Foreign Exchange - Currency Outlook
The big release today is retail sales, probably a drop of 0.8%, according to the Bloomberg survey. We also get the usual weekly applications for unemployment beenfits, probably a horrifying 610,000 for the Feb 8 week after 626,000 the week before. Another Bloomberg survey finds that the consensus of economists is for the US economy to contract at an annual rate of 5% in Q1, with Q2 delivering a lesser contraction of 1.7% and the full-year coming in at –2% y/y. The slide in consumer spending will be the longest-lasting on record, says Bloomberg. One economist says all four quarters would be negative without the Obama stimulus plan.

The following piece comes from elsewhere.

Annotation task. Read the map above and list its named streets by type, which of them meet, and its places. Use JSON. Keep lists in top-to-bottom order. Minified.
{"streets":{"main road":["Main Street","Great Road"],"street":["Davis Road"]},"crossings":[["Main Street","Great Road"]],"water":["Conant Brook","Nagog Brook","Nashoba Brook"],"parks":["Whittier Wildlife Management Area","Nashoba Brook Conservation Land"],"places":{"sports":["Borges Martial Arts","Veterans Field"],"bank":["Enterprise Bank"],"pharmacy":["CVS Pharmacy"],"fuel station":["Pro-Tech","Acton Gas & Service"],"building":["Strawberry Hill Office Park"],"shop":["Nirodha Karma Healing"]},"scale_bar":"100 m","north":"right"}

By 2010, we could see growth at 1.9%, with 2.9% in 2011 - but the odds are barely in our favor. "Economists estimated odds that the economy will be out of the recession in the next 12 months at 53 percent, down from 55 percent in January, the survey showed."
The unemployment rate will rise to 8.4% this year and 8.5% next year before recovering to 7.9% in 2011, and "the federal budget deficit as a percentage of GDP will average 10 percent this year, a postwar high." We say 10% is a mere bag of shells. Unless everything goes smoothly, it could be 20% or 30% or some other number.
Recounting the economic catastrophe in the US tells us something about what to expect elsewhere. The US is more flexible/adaptable than most other economies, especially in labor markets. If the US is going to contract a net 2% this year but be coming out of it by year-end, should we assume that the eurozone will decline by more and lag by (say) two quarters, if not more? Yes. This is our "it’s worse elsewhere" argument we imagine it still stands. We also think that Trichet and his cohorts on the ECB policy board are smart guys, and if they are reluctant to cut rates to zero, they must have a really, really good reason beyond stubbornness for the sake of stubbornness. (We might not have said that of Duisenberg but Trichet is a different color of cat).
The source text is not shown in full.